• [What is needed] Since the copy must match the original, write out each record word for word, skipping only the pictures.

---- Data provided

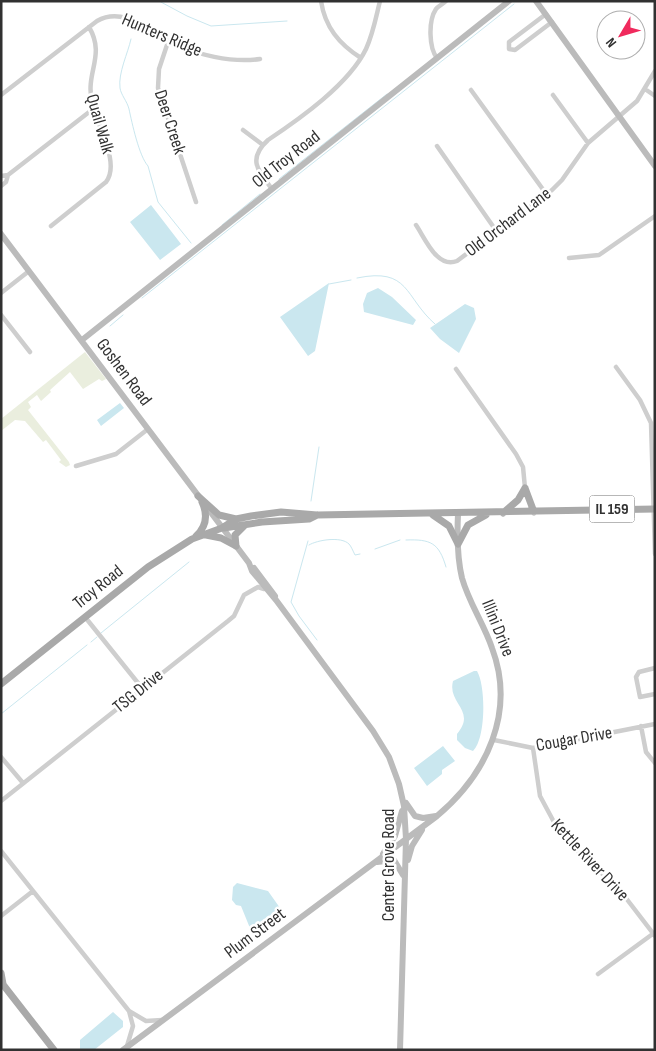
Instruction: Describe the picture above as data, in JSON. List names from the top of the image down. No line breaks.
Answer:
{"streets":{"main road":["IL 159","Troy Road"],"street":["Hunters Ridge","Deer Creek","Quail Walk","Old Troy Road","Old Orchard Lane","Goshen Road","Illini Drive","TSG Drive","Cougar Drive","Kettle River Drive","Center Grove Road","Plum Street"]},"crossings":[["Hunters Ridge","Deer Creek"],["Hunters Ridge","Quail Walk"],["Old Troy Road","Goshen Road"],["Goshen Road","Troy Road"],["Goshen Road","Center Grove Road"],["IL 159","Troy Road"],["IL 159","Illini Drive"],["Troy Road","Illini Drive"],["Troy Road","Center Grove Road"],["Illini Drive","Cougar Drive"],["Illini Drive","Center Grove Road"],["Illini Drive","Plum Street"],["TSG Drive","Center Grove Road"],["Cougar Drive","Kettle River Drive"],["Center Grove Road","Plum Street"]],"north":"bottom left"}
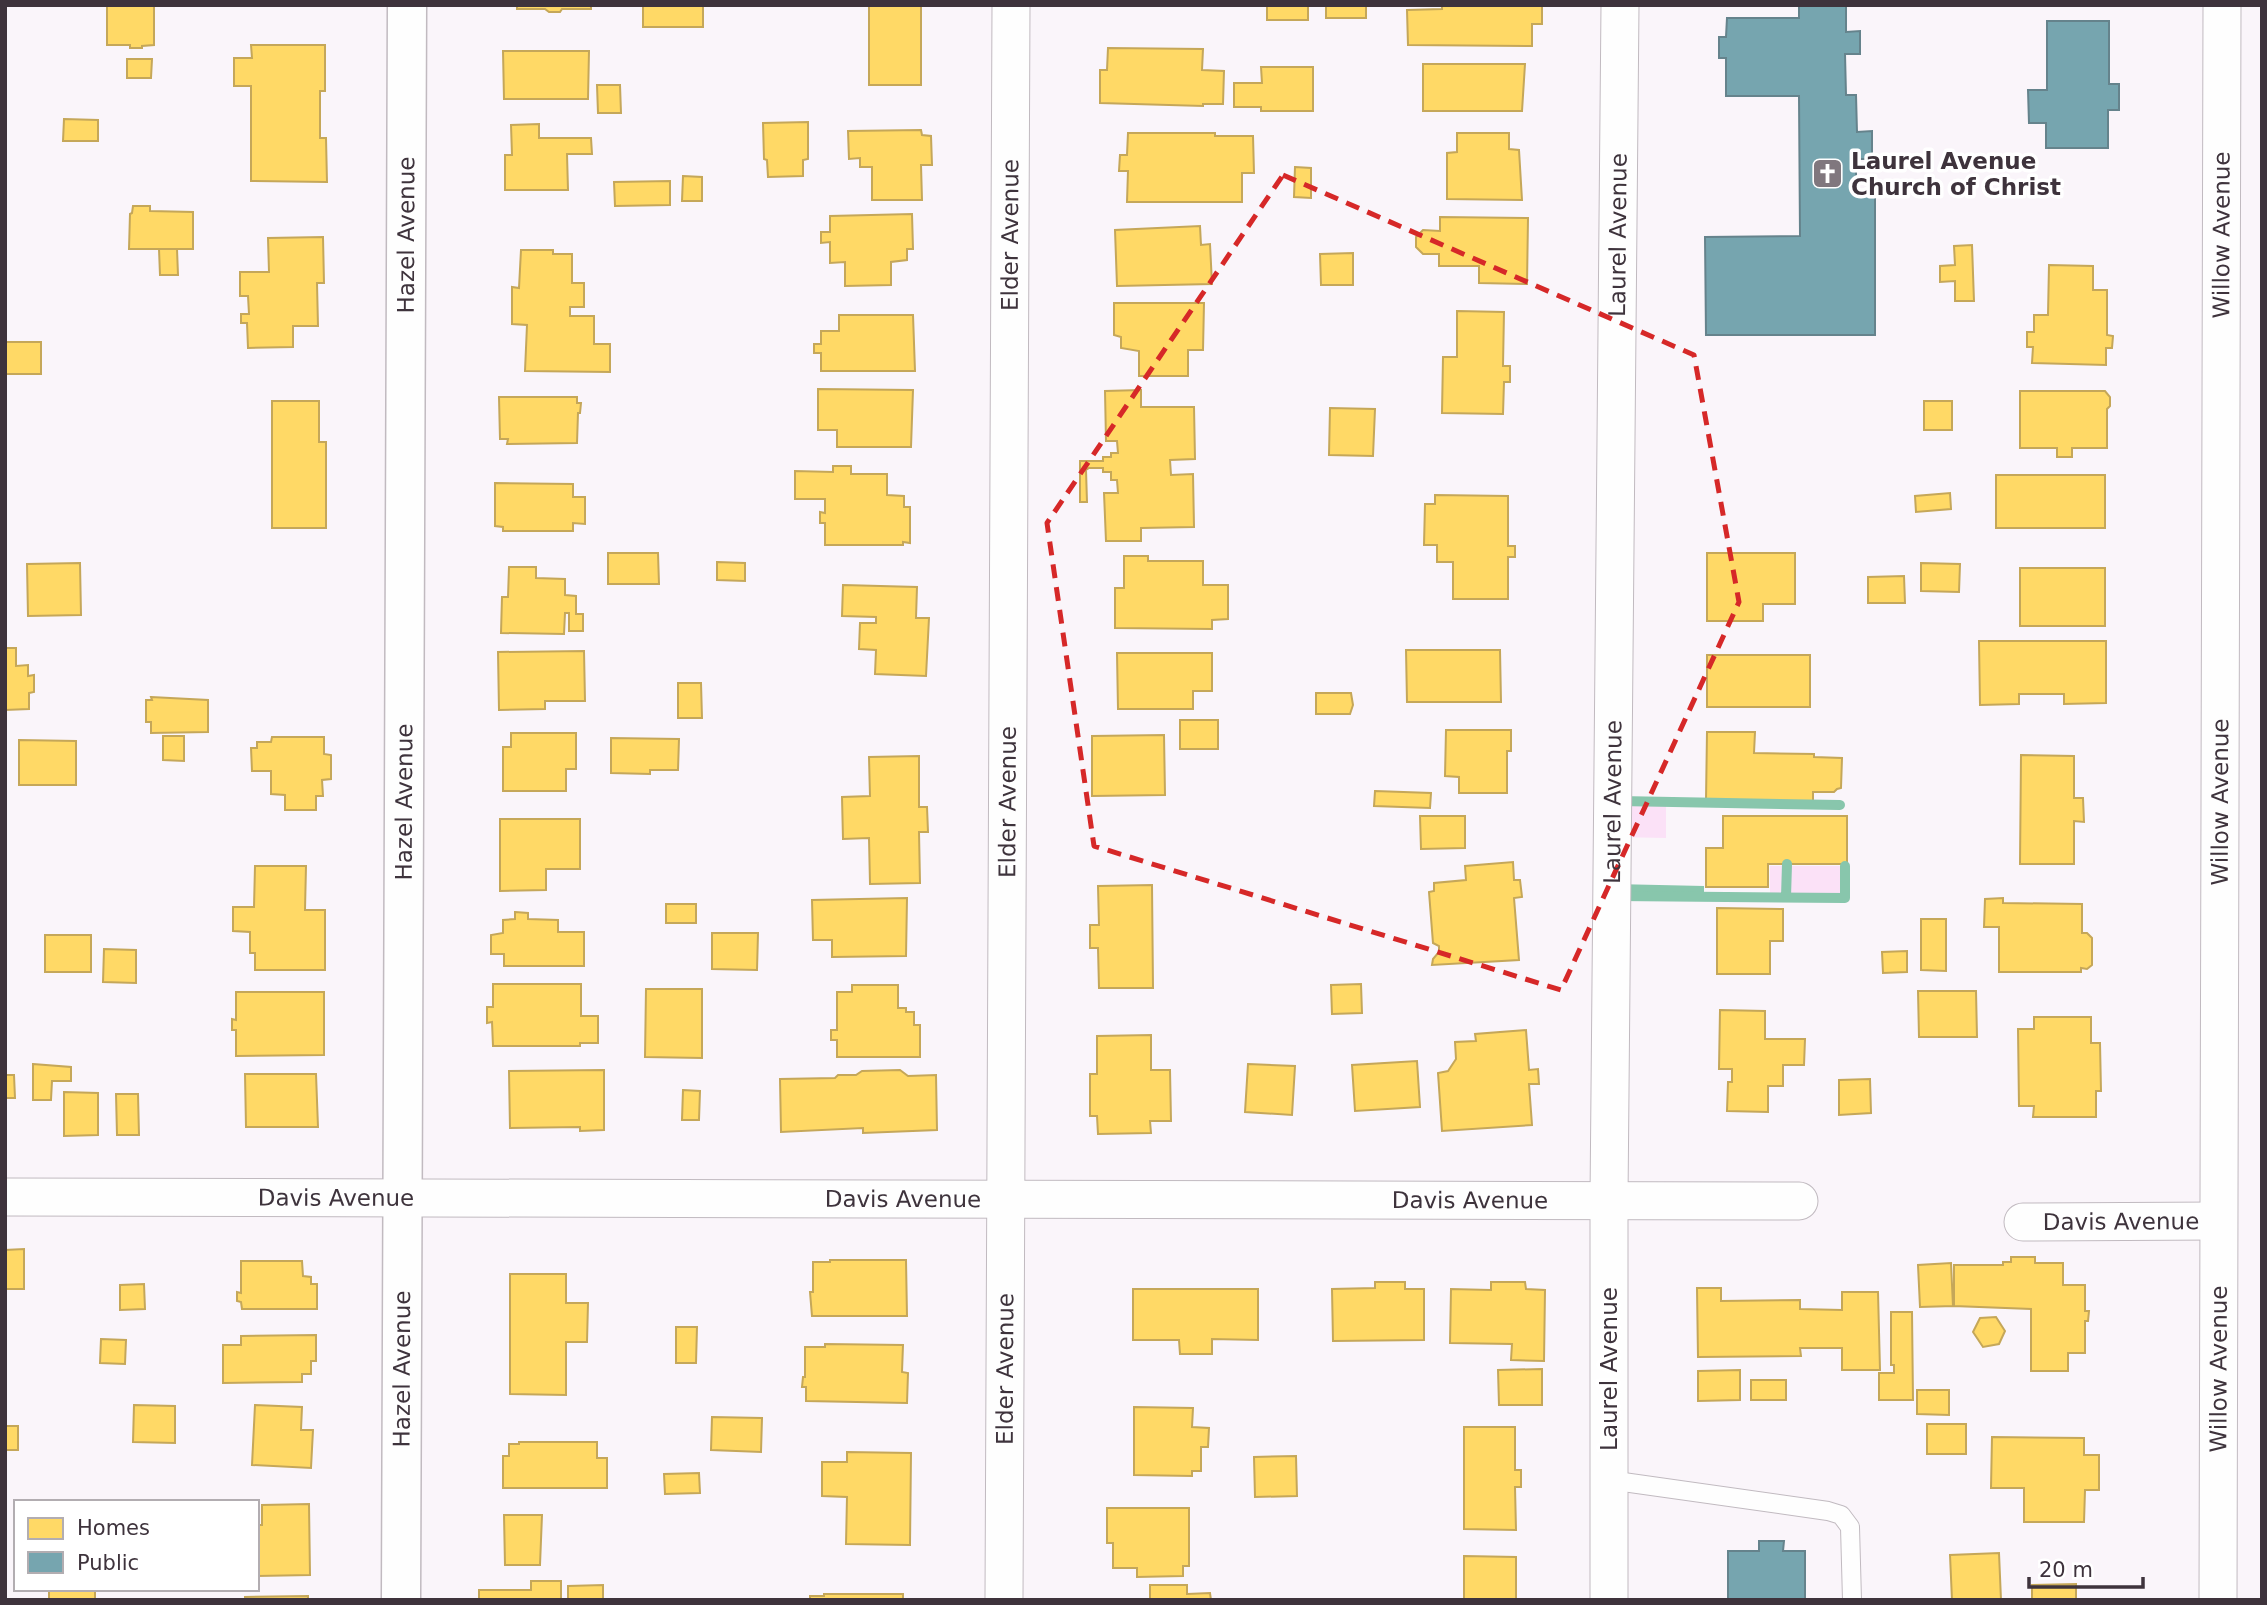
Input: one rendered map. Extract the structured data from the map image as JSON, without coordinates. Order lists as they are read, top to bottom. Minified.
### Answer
{"streets":{"street":["Hazel Avenue","Elder Avenue","Laurel Avenue","Willow Avenue","Davis Avenue"]},"crossings":[["Hazel Avenue","Davis Avenue"],["Elder Avenue","Davis Avenue"],["Laurel Avenue","Davis Avenue"],["Willow Avenue","Davis Avenue"]],"places":{"church":["Laurel Avenue Church of Christ"]},"legend":["Homes","Public"],"scale_bar":"20 m"}
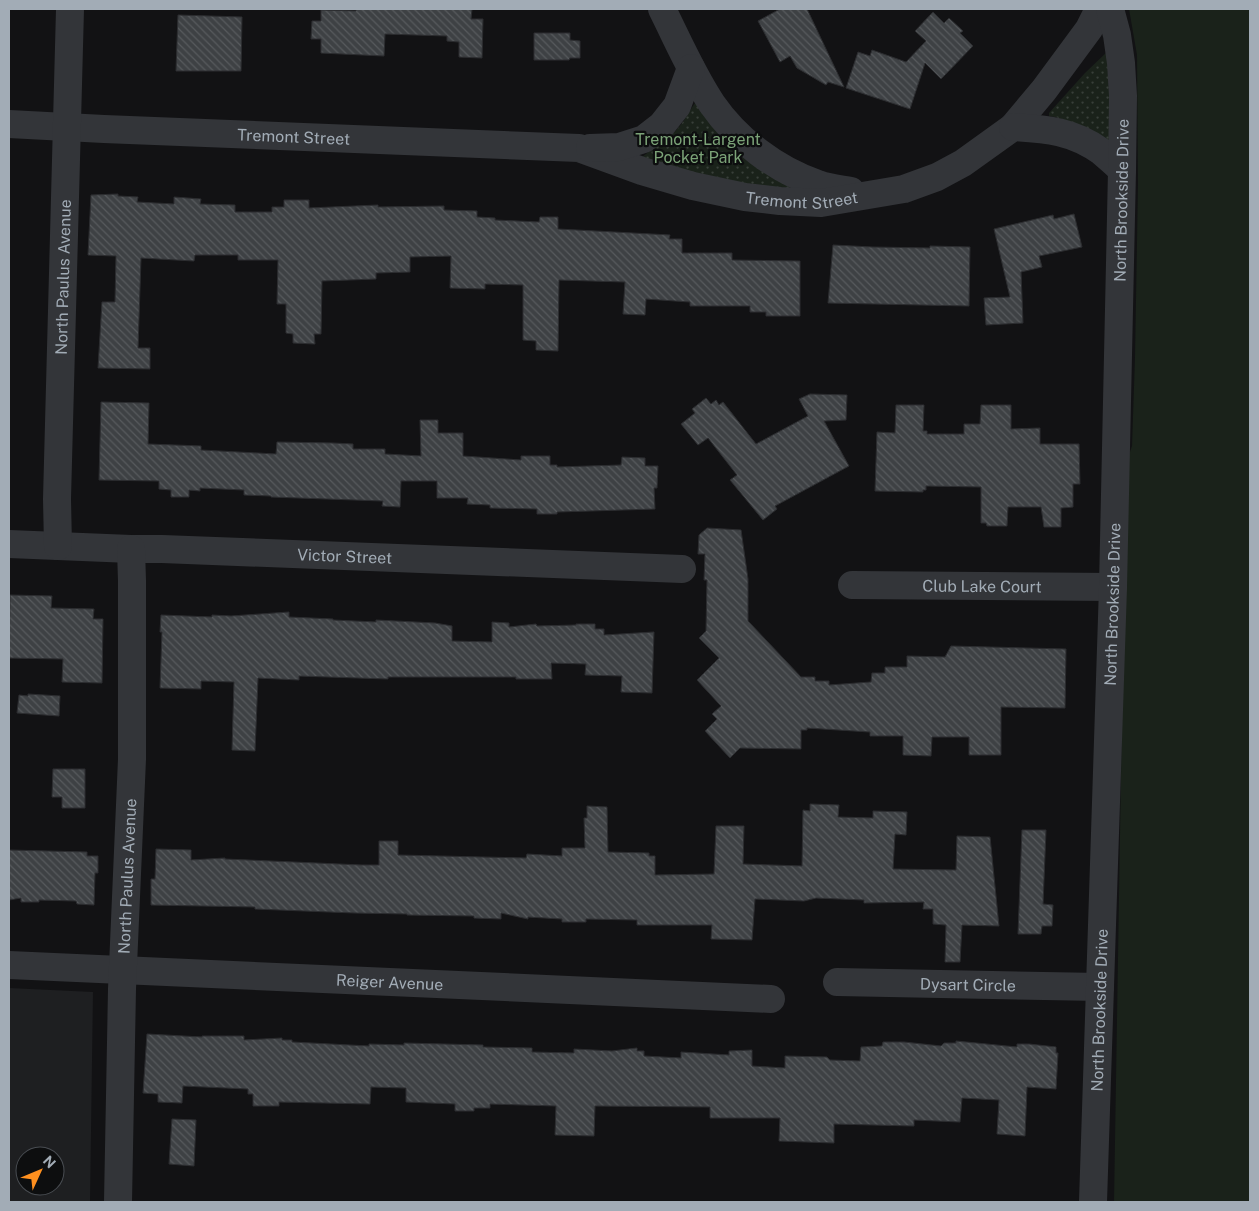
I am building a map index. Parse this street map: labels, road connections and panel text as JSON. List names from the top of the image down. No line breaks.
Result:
{"streets":{"street":["Tremont Street","North Brookside Drive","North Paulus Avenue","Victor Street","Club Lake Court","Reiger Avenue","Dysart Circle"]},"crossings":[["Tremont Street","North Paulus Avenue"],["North Brookside Drive","Club Lake Court"],["North Brookside Drive","Dysart Circle"],["North Paulus Avenue","Victor Street"],["North Paulus Avenue","Reiger Avenue"]],"parks":["Tremont-Largent Pocket Park"],"north":"top right"}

--------

• [Exercise response]
Instruction: Describe the picture above as data, in JSON. List names from the top of the image down. No line breaks.
Answer:
{"streets":{"main road":["IL 159","Troy Road"],"street":["Hunters Ridge","Deer Creek","Quail Walk","Old Troy Road","Old Orchard Lane","Goshen Road","Illini Drive","TSG Drive","Cougar Drive","Kettle River Drive","Center Grove Road","Plum Street"]},"crossings":[["Hunters Ridge","Deer Creek"],["Hunters Ridge","Quail Walk"],["Old Troy Road","Goshen Road"],["Goshen Road","Troy Road"],["Goshen Road","Center Grove Road"],["IL 159","Troy Road"],["IL 159","Illini Drive"],["Troy Road","Illini Drive"],["Troy Road","Center Grove Road"],["Illini Drive","Cougar Drive"],["Illini Drive","Center Grove Road"],["Illini Drive","Plum Street"],["TSG Drive","Center Grove Road"],["Cougar Drive","Kettle River Drive"],["Center Grove Road","Plum Street"]],"north":"bottom left"}
Input: one rendered map. Extract the structured data from the map image as JSON, without coordinates. Order lists as they are read, top to bottom. Minified.
### Answer
{"streets":{"street":["Hazel Avenue","Elder Avenue","Laurel Avenue","Willow Avenue","Davis Avenue"]},"crossings":[["Hazel Avenue","Davis Avenue"],["Elder Avenue","Davis Avenue"],["Laurel Avenue","Davis Avenue"],["Willow Avenue","Davis Avenue"]],"places":{"church":["Laurel Avenue Church of Christ"]},"legend":["Homes","Public"],"scale_bar":"20 m"}
I am building a map index. Parse this street map: labels, road connections and panel text as JSON. List names from the top of the image down. No line breaks.
Result:
{"streets":{"street":["Tremont Street","North Brookside Drive","North Paulus Avenue","Victor Street","Club Lake Court","Reiger Avenue","Dysart Circle"]},"crossings":[["Tremont Street","North Paulus Avenue"],["North Brookside Drive","Club Lake Court"],["North Brookside Drive","Dysart Circle"],["North Paulus Avenue","Victor Street"],["North Paulus Avenue","Reiger Avenue"]],"parks":["Tremont-Largent Pocket Park"],"north":"top right"}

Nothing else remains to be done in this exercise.